Leap into Spring with the Blue Mountains Botanic Garden favourite blooms

There’s nothing like a sea of golden daffodils sprouting from the ground to tell you that winter is coming to an end and spring has sprung! 

Read on to learn what else will be coming into bloom this spring, what tips we have for growing spring flowers at home.

Daffodils flower at the Garden

Daffodils now cover the Garden, and it's a perfect time to discover these little rays of sunshine from the comfort of your home. There's more than 150,000 bulbs currently in the ground, and this year we have added 10,000 new bulbs to the collection. These include 300 new African bulbs, endangered species and over 120 new cultivars of daffodil.

Did you know? The Latin name for Daffodils is Narcissus. Narcissus was a boy in Greek mythology, who became so obsessed by his own reflection in a pool of water that he eventually perished and turned into a daffodil. Narcissus poeticus was one of the first daffodils to be cultivated, and is often found by the side of water.

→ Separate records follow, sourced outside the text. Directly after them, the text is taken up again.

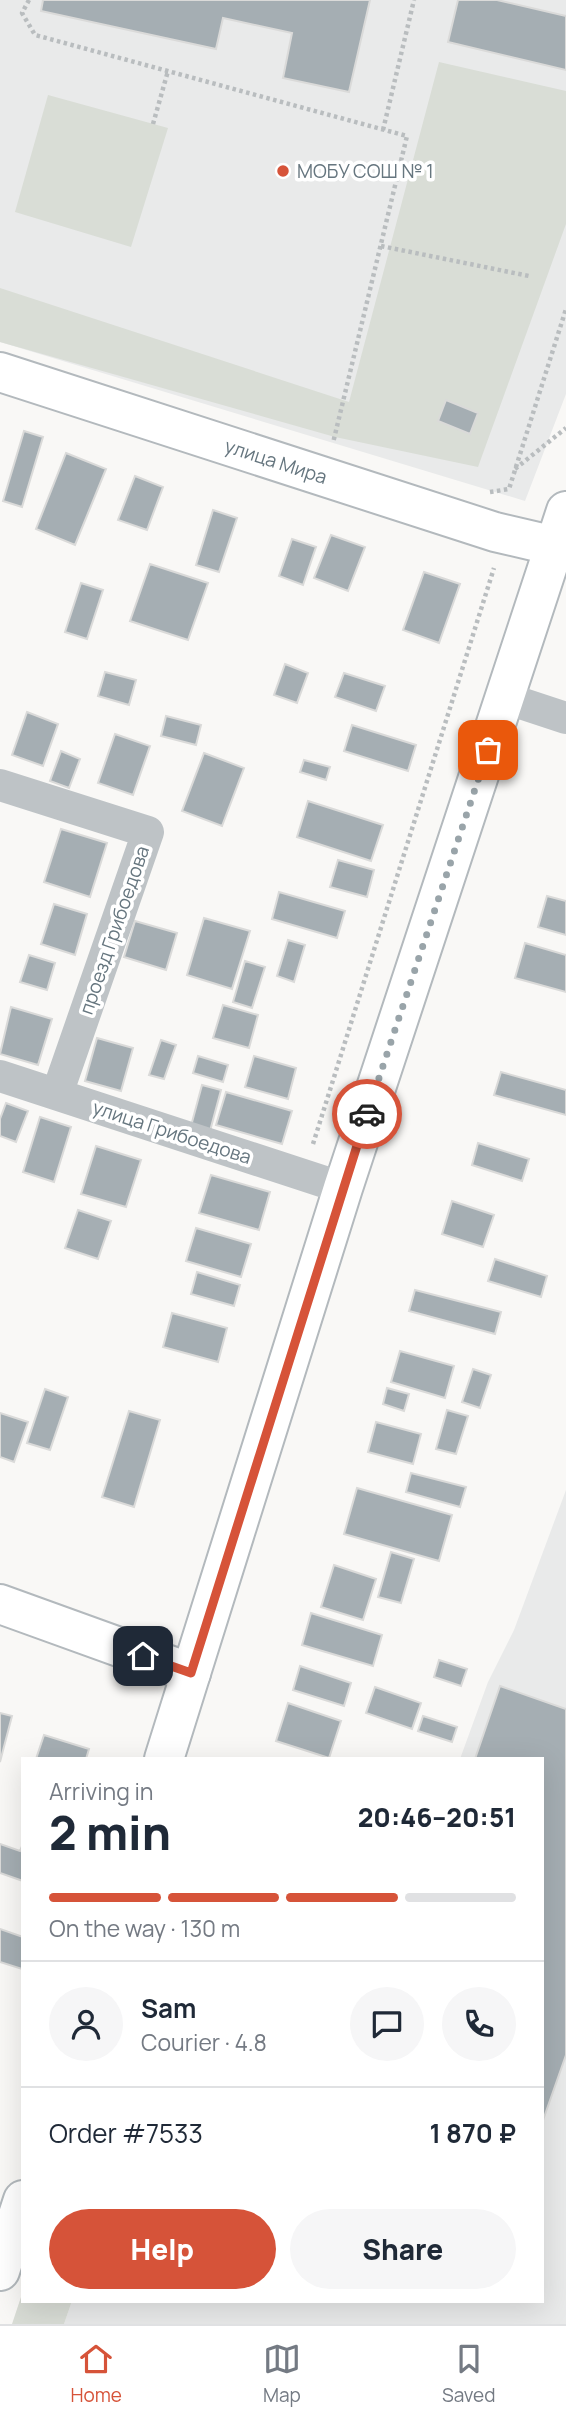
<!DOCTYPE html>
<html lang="en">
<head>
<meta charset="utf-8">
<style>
  body { margin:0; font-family:Manrope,sans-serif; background:#f6f6f7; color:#1f2937; height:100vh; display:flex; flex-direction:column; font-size:26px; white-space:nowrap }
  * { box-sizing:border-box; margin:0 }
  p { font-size:23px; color:#747a83 }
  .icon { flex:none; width:38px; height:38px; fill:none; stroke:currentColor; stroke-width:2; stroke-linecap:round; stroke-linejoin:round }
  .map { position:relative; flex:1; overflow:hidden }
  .panel { position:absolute; left:21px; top:1757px; width:523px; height:546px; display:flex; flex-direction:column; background:#fff; border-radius:0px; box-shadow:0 7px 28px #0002 }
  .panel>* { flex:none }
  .pin { position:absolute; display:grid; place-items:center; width:60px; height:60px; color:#fff; margin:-30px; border-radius:14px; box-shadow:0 4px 10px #0006 }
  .courier { position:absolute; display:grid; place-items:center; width:70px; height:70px; margin:-35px; border:5px solid #d65339; border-radius:50%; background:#fff; color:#222; box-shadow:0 2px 9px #0007 }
  .head em { font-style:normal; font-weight:800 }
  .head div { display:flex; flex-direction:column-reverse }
  .head { display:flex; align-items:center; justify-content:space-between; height:119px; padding:0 28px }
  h1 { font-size:46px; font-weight:800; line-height:52px }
  .bar { display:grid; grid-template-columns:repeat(4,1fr); gap:10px 7px; align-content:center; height:84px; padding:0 28px }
  .bar i { height:9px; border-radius:5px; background:#e0e1e3 }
  .bar .active { background:#d65339 }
  .bar p { grid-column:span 4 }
  .line { display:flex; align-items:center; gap:18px; padding:0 28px; border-top:2px solid #e0e1e3 }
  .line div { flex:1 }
  .round { display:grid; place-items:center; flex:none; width:74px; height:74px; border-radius:37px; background:#f6f6f7 }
  .cta { display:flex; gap:14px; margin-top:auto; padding:14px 28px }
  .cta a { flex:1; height:80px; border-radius:42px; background:#d65339; color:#fff; font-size:28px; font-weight:800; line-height:80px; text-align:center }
  .cta a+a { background:#f6f6f7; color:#1f2937 }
  .tab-bar { display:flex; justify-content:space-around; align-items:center; height:98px; border-top:2px solid #e0e1e3; background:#fff; font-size:19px; color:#747a83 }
  .tab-bar a { display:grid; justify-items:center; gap:4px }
  .tab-bar .active { color:#d65339 }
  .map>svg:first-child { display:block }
</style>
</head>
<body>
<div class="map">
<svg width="566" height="2324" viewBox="0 0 566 2324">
  <rect width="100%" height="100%" fill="#f9f8f6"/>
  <!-- built -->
  <path fill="#e9eaea" d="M 0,0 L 566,0 L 566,394 L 525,501 L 0,342 Z
    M 566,1490 L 566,2324 L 64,2324 L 72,2301 L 542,2301 L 542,1759 L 460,1759 L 488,1682 L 514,1630 Z"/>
  <!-- green -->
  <path fill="#d9ddd6" d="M 439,62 L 566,91 L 566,224 L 478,467 L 335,437 L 0,342 L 0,288 L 349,402 Z
    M 48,95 L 168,128 L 131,247 L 15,212 Z
    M 23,2291 L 23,2301 L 72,2301 L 64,2324 L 12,2324 Z"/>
  <!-- building -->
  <path fill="#a5aeb3" stroke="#dadad9" stroke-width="2" d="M 43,0 L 370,0 L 349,92 L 283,78 L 292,33 L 223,18 L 216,49 L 41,11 Z
    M 458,0 L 497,0 L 566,16 L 566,70 L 448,42 Z
    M 446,400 L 478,413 L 470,434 L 438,421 Z
    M 24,431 L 43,437 L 22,507 L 3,501 Z
    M 66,453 L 106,469 L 75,545 L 36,529 Z
    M 135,476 L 163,487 L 147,530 L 118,520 Z
    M 213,510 L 237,518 L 219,572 L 196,565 Z
    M 331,535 L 365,547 L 348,591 L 314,578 Z
    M 292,539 L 316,547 L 303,585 L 279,576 Z
    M 150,564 L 208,583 L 188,640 L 130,621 Z
    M 424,572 L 460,584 L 439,643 L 403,630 Z
    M 81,583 L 103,590 L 87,639 L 65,632 Z
    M 285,664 L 308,673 L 297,703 L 274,695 Z
    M 105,672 L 136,680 L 129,705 L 98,696 Z
    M 344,673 L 385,686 L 376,711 L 335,697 Z
    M 27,712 L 58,724 L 43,766 L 12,755 Z
    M 166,716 L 201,725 L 196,745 L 161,736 Z
    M 352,725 L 416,745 L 408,771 L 344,751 Z
    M 115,734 L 150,746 L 133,795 L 98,783 Z
    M 61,751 L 80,759 L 69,788 L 50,781 Z
    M 204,753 L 244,768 L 222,826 L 182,811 Z
    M 304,760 L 330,767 L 326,780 L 300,772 Z
    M 308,801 L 383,825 L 371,861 L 297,837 Z
    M 61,829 L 107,843 L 90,897 L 44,882 Z
    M 338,860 L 374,870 L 367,897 L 330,887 Z
    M 279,892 L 345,911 L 337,938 L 272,919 Z
    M 547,896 L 566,901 L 566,935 L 538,927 Z
    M 54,904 L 87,914 L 75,955 L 41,944 Z
    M 204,918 L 250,931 L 232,989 L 187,975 Z
    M 135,921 L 177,933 L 166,970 L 124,957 Z
    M 288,940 L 305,945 L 294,982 L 277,976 Z
    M 525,943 L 566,955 L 566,992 L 515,978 Z
    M 29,955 L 55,963 L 47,990 L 20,982 Z
    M 245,961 L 265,967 L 252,1008 L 233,1002 Z
    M 223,1005 L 258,1015 L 249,1048 L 213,1038 Z
    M 11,1007 L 52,1019 L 38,1065 L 0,1054 Z
    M 97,1038 L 133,1048 L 121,1091 L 85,1081 Z
    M 161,1040 L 176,1045 L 164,1079 L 149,1075 Z
    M 198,1056 L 228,1065 L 223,1082 L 193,1073 Z
    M 254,1056 L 296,1068 L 288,1099 L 245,1087 Z
    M 501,1072 L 566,1090 L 566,1115 L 494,1095 Z
    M 202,1085 L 221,1090 L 210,1131 L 191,1126 Z
    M 226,1092 L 292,1111 L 282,1144 L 216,1125 Z
    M 6,1103 L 28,1111 L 16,1142 L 0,1136 L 0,1119 Z
    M 40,1117 L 71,1127 L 54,1182 L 23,1172 Z
    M 478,1143 L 529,1159 L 522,1181 L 472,1165 Z
    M 96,1146 L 141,1160 L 126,1207 L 81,1194 Z
    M 211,1175 L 270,1192 L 259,1230 L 199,1213 Z
    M 452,1201 L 494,1215 L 483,1247 L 442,1234 Z
    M 78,1210 L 111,1221 L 98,1259 L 65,1248 Z
    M 196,1228 L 251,1244 L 241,1277 L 186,1261 Z
    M 495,1259 L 547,1276 L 541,1297 L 488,1281 Z
    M 197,1272 L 240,1285 L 234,1306 L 191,1294 Z
    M 415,1290 L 501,1312 L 495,1334 L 409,1311 Z
    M 172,1313 L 227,1328 L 218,1362 L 163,1347 Z
    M 400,1351 L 454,1366 L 445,1398 L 391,1382 Z
    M 473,1369 L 491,1375 L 480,1408 L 462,1402 Z
    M 387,1388 L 409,1394 L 404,1411 L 383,1404 Z
    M 45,1389 L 68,1397 L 50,1450 L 27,1443 Z
    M 447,1410 L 468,1416 L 456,1454 L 436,1449 Z
    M 129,1411 L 160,1420 L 134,1507 L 102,1497 Z
    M 0,1413 L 28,1422 L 14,1462 L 0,1457 Z
    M 376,1422 L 421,1434 L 413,1464 L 368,1452 Z
    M 411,1473 L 466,1487 L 460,1507 L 406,1492 Z
    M 357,1488 L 452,1515 L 439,1561 L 344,1534 Z
    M 391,1552 L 414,1559 L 401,1603 L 378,1597 Z
    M 334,1565 L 376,1579 L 363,1620 L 321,1607 Z
    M 311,1613 L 382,1635 L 373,1666 L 302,1645 Z
    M 439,1660 L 467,1669 L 461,1686 L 434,1677 Z
    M 300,1666 L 351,1683 L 344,1706 L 293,1690 Z
    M 500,1686 L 566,1709 L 566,2055 L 542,2123 L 542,1759 L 475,1759 Z
    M 375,1687 L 421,1703 L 412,1729 L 366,1713 Z
    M 288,1703 L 341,1721 L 329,1758 L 276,1741 Z
    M 0,1713 L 12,1716 L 0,1762 Z
    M 423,1716 L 457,1727 L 452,1742 L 418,1731 Z
    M 44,1735 L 89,1749 L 86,1759 L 36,1759 Z
    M 0,1844 L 20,1851 L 23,1844 L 23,1881 L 0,1873 Z
    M 0,1929 L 23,1937 L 22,1969 L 0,1962 Z"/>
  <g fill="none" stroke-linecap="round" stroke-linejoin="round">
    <!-- secondary casing -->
    <g stroke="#b3b9bd" stroke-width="42">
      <g id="secondary">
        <path id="s1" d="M 0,372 L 495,532 L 555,546"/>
        <path d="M 0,1604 L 191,1673"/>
        <path d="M 164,1759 L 343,1188 L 566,511"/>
        <path d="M 0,2271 L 23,2200"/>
      </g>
    </g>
    <!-- path -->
    <path stroke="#b9bdbf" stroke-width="4.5" stroke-dasharray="3.5 3.5" stroke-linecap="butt" d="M 29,0 L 22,13 L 35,35 L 407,136 L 333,443
      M 153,124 L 168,71
      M 383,130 L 414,0
      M 381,246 L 529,276
      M 515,469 L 566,428
      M 490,492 L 509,489 L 566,309
      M 313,1144 L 494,568"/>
    <!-- street -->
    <path stroke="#bec3c6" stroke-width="32" d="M 505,698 L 566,718
      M 0,785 L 148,832 L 57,1094
      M 0,1076 L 343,1188"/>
    <!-- secondary -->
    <use href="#secondary" stroke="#fff" stroke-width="38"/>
  </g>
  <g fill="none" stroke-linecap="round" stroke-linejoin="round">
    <!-- done -->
    <path stroke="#99a4a9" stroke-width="7" stroke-dasharray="0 12.6" d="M 367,1114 L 488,750"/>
    <!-- route -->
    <path stroke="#d65339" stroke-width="9" d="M 143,1656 L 191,1673 L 367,1114"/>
  </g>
  <!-- markers -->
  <circle fill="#d65339" stroke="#fff" stroke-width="2.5" cx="283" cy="171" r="7"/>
  <g text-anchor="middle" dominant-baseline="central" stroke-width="7" stroke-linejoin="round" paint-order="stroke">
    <!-- poi labels -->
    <g font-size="19" fill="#66767f" stroke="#fff" text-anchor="start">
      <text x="297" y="171">МОБУ СОШ № 1</text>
    </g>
    <!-- street labels -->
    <g font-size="19" fill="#66767f" stroke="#fff">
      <text stroke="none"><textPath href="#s1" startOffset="290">улица Мира</textPath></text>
      <text transform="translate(114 930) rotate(-71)">проезд Грибоедова</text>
      <text transform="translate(172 1132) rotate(18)">улица Грибоедова</text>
    </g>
  </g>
</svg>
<div class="pin" style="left:488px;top:750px;background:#ea580c"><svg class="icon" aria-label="bag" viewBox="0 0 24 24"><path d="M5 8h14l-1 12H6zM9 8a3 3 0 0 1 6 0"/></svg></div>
<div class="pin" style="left:143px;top:1656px;background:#1f2937"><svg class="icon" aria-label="home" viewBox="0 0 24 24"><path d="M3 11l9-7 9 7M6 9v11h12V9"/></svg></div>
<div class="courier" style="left:367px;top:1114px"><svg class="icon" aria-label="car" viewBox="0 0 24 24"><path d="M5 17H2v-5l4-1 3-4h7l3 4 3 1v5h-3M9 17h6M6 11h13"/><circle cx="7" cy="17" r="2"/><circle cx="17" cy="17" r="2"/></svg></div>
<section class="panel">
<div class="head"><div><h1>2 min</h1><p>Arriving in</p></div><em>20:46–20:51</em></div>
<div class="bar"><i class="active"></i><i class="active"></i><i class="active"></i><i></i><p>On the way · 130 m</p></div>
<div class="line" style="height:126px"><a class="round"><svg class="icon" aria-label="person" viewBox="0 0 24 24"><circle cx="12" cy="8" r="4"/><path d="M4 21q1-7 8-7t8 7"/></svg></a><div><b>Sam</b><p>Courier · 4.8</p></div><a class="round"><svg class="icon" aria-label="chat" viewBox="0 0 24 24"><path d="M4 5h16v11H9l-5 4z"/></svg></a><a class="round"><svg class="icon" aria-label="phone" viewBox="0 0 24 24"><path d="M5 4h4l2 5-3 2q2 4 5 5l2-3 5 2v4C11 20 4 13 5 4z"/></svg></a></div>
<div class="line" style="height:91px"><div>Order #7533</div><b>1 870 ₽</b></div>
<div class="cta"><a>Help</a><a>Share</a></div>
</section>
</div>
<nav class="tab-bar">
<a class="active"><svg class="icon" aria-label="home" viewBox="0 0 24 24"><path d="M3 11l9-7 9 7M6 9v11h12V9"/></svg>Home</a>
<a><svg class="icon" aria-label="map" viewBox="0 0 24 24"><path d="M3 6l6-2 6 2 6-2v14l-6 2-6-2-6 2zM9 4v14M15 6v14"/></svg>Map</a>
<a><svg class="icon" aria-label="saved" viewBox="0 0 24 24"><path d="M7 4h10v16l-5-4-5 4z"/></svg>Saved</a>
</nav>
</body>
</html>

Learn to grow bulbs of your own

Expert horticulturalist Mat Murray recently completed a trip to Turkey, and brought back a wealth of knowledge with him which he wants to share with everyone. 

Here are some starter pointers if you want to create some blooming beauties:

  • Bulbs like fertile well drained soils, the addition of a good all-round fertiliser just before they appear above the soil works well.
  • As a rule of thumb, a bulb should be planted at a depth of three-times the size of the bulb.
  • Narcissus bulbs are naturally adapted to drier climates, so water them well once they have been planted, then only as required. If the weather has been dry, give them a couple of good soaks as they come up and again, before the flowers open.
  • Blubs such as tulips, hyacinths and Muscari benefit from being lifted up, divided and replanted every three years.

Discover the new cherry blossoms

One of the most famous images of spring is the fabulous Japanese Cherry Blossom Festival. The Gardens have brought in their own piece of Japan and planted new cherry blossoms, creating a total of 20 stunning blossom trees dotted around the garden.

Go wild for waratahs

Waratahs belong to the family Proteaceae, named after the Greek god Proteus, who could change his appearance at will. Members of the Proteaceae family come in many different forms and colours. Hence, the name is quite appropriate.